(Task input begins)

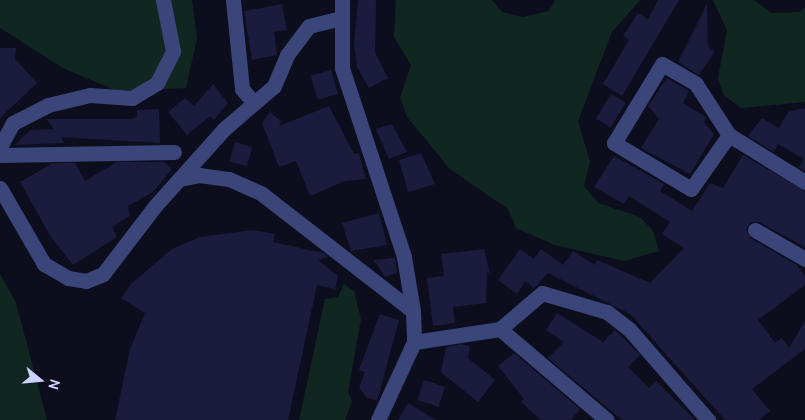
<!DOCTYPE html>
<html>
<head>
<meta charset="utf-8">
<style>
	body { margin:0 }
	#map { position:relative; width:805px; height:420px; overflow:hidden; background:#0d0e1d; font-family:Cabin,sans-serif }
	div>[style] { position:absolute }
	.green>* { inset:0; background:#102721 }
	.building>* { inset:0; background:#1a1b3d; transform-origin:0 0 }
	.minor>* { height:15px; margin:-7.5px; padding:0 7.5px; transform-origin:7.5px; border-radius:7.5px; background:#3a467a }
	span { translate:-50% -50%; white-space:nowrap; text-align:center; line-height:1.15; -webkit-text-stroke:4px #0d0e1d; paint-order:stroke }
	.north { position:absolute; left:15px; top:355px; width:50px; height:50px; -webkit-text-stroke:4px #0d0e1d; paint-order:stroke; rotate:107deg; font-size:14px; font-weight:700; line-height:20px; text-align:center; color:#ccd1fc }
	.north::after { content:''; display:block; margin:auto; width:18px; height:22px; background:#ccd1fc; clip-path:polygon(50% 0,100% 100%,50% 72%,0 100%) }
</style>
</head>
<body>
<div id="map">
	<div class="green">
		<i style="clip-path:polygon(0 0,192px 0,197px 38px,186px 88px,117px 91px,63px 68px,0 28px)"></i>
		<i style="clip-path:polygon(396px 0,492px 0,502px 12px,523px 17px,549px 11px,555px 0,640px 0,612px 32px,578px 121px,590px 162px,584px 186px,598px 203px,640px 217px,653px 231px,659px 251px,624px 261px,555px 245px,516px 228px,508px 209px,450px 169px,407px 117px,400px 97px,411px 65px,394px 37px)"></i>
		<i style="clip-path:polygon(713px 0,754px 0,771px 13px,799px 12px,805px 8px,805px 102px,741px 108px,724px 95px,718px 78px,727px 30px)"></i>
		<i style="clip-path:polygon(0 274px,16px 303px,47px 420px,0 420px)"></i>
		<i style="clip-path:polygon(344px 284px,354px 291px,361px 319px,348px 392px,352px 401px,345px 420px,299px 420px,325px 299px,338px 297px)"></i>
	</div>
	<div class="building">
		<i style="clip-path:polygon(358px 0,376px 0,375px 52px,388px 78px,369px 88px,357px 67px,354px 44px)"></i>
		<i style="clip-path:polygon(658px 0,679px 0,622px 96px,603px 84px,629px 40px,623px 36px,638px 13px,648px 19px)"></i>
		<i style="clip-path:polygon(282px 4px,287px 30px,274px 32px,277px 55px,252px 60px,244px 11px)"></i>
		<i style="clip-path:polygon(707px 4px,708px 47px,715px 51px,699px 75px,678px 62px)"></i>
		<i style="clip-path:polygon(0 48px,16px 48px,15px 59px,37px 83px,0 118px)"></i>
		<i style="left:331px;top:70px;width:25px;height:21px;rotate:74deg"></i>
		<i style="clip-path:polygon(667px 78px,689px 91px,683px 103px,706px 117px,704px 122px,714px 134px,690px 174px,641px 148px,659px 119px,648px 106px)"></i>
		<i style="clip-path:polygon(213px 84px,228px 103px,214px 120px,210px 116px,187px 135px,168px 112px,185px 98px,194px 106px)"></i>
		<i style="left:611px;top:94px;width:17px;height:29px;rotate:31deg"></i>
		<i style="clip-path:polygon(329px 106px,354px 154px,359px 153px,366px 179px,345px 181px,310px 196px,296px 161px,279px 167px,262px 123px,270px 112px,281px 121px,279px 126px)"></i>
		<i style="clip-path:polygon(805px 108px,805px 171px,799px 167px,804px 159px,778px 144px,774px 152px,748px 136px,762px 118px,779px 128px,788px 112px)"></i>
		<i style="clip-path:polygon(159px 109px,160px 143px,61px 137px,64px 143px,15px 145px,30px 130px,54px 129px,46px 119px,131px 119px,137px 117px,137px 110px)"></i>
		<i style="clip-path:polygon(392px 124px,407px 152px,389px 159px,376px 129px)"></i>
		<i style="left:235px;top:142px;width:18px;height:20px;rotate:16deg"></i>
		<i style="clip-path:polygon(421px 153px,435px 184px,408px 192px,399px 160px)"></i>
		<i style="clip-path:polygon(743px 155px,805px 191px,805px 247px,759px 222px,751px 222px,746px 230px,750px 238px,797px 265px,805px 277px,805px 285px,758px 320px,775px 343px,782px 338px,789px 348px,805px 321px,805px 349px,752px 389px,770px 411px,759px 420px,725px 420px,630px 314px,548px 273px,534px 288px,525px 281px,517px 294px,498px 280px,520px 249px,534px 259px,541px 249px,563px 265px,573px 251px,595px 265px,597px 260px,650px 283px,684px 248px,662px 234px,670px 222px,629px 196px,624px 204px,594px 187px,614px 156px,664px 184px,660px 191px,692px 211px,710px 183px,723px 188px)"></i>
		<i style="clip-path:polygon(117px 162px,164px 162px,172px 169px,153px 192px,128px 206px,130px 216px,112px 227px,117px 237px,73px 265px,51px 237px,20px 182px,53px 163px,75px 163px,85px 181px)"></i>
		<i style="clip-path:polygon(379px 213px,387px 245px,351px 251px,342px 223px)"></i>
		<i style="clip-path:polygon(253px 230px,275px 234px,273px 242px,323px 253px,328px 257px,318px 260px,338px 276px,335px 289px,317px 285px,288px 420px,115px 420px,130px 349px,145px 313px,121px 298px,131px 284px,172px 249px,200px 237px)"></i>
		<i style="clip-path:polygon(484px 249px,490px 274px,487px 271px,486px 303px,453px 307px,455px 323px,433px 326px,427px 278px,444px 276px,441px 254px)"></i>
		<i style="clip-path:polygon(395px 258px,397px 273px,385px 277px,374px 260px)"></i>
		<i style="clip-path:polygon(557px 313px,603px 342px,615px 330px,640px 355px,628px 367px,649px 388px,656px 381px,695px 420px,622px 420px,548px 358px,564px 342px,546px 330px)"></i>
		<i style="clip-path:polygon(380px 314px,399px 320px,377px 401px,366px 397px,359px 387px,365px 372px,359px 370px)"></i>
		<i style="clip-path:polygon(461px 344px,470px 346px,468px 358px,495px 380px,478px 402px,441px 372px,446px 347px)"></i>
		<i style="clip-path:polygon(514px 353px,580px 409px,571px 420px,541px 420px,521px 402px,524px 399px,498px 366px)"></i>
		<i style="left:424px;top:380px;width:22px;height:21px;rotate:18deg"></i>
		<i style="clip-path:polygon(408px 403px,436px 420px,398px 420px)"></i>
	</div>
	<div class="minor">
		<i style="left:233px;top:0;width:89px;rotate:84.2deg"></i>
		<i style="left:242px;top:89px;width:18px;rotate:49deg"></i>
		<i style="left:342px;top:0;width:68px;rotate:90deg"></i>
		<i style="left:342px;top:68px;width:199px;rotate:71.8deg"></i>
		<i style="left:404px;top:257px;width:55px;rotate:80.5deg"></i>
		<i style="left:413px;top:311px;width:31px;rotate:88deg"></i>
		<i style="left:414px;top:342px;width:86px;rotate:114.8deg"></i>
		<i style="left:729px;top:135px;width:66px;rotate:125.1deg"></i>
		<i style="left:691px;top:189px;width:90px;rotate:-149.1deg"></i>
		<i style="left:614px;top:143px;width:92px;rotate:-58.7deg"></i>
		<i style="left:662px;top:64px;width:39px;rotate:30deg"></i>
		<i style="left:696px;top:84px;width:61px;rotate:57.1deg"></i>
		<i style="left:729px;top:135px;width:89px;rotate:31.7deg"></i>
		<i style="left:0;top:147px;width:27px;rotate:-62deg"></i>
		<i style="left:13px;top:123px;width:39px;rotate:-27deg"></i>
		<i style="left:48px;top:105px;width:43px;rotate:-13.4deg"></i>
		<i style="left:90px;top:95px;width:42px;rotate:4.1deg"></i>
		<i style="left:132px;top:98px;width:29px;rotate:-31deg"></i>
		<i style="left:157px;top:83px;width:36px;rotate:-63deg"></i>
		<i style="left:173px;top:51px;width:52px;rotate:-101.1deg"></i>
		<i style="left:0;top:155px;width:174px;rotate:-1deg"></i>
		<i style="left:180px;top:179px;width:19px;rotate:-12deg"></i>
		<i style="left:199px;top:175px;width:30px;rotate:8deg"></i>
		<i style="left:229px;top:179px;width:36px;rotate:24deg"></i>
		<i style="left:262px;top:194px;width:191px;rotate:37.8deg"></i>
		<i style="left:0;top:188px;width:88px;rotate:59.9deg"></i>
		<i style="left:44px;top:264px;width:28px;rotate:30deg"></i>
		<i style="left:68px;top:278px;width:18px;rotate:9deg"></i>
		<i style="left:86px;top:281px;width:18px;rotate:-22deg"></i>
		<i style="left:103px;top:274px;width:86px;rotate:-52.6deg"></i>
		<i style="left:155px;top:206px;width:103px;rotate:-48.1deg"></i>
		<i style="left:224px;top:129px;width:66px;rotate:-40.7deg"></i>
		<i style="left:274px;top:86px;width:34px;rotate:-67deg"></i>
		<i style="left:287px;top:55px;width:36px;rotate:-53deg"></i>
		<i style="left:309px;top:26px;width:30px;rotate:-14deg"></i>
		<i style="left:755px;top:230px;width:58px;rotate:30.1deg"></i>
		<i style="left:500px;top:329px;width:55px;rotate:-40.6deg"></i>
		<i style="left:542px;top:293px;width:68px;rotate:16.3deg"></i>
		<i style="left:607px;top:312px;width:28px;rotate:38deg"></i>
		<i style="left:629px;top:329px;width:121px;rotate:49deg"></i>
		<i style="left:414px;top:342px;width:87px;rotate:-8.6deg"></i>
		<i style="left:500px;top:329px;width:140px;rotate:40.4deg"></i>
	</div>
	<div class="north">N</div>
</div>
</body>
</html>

(Task input ends)

### Problem description
The answer must consist of each line in the entries above that includes "font".

### Finished exercise
	#map { position:relative; width:805px; height:420px; overflow:hidden; background:#0d0e1d; font-family:Cabin,sans-serif }
	.north { position:absolute; left:15px; top:355px; width:50px; height:50px; -webkit-text-stroke:4px #0d0e1d; paint-order:stroke; rotate:107deg; font-size:14px; font-weight:700; line-height:20px; text-align:center; color:#ccd1fc }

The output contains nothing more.